Problem details =>
Could you set down the records below exactly as they are, with no pictures?
[Start of Attachment]
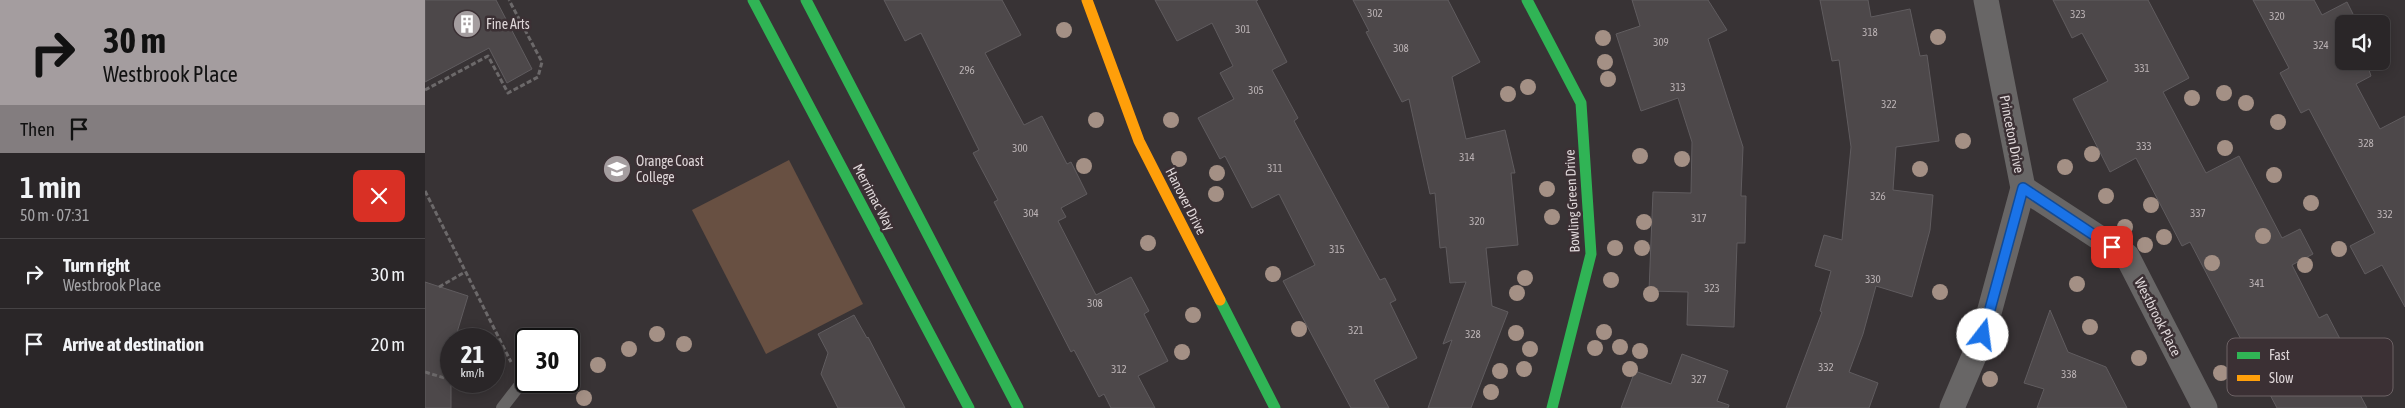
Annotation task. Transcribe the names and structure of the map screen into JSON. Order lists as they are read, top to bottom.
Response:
{
  "streets": {
    "street": [
      "Princeton Drive",
      "Merrimac Way",
      "Hanover Drive",
      "Bowling Green Drive",
      "Westbrook Place"
    ]
  },
  "crossings": [
    ["Princeton Drive", "Westbrook Place"]
  ],
  "places": {
    "building": ["Fine Arts"],
    "school or university": ["Orange Coast College"]
  },
  "house_numbers": [
    "302",
    "323",
    "320",
    "301",
    "318",
    "309",
    "324",
    "308",
    "331",
    "296",
    "313",
    "305",
    "322",
    "328",
    "333",
    "300",
    "314",
    "311",
    "326",
    "304",
    "337",
    "332",
    "317",
    "320",
    "315",
    "330",
    "341",
    "323",
    "308",
    "321",
    "328",
    "332",
    "312",
    "338",
    "327"
  ],
  "legend": ["Fast", "Slow"],
  "page": {
    "turn": ["30 m", "Westbrook Place"],
    "then": "Then",
    "heading": ["1 min", "50 m · 07:31"],
    "list": [
      {
        "name": "Turn right",
        "note": "Westbrook Place",
        "value": "30 m"
      },
      {
        "name": "Arrive at destination",
        "value": "20 m"
      }
    ],
    "speed": "21 km/h",
    "limit": "30"
  }
}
[End of Attachment]
Answer box =>
Annotation task. Transcribe the names and structure of the map screen into JSON. Order lists as they are read, top to bottom.
Response:
{
  "streets": {
    "street": [
      "Princeton Drive",
      "Merrimac Way",
      "Hanover Drive",
      "Bowling Green Drive",
      "Westbrook Place"
    ]
  },
  "crossings": [
    ["Princeton Drive", "Westbrook Place"]
  ],
  "places": {
    "building": ["Fine Arts"],
    "school or university": ["Orange Coast College"]
  },
  "house_numbers": [
    "302",
    "323",
    "320",
    "301",
    "318",
    "309",
    "324",
    "308",
    "331",
    "296",
    "313",
    "305",
    "322",
    "328",
    "333",
    "300",
    "314",
    "311",
    "326",
    "304",
    "337",
    "332",
    "317",
    "320",
    "315",
    "330",
    "341",
    "323",
    "308",
    "321",
    "328",
    "332",
    "312",
    "338",
    "327"
  ],
  "legend": ["Fast", "Slow"],
  "page": {
    "turn": ["30 m", "Westbrook Place"],
    "then": "Then",
    "heading": ["1 min", "50 m · 07:31"],
    "list": [
      {
        "name": "Turn right",
        "note": "Westbrook Place",
        "value": "30 m"
      },
      {
        "name": "Arrive at destination",
        "value": "20 m"
      }
    ],
    "speed": "21 km/h",
    "limit": "30"
  }
}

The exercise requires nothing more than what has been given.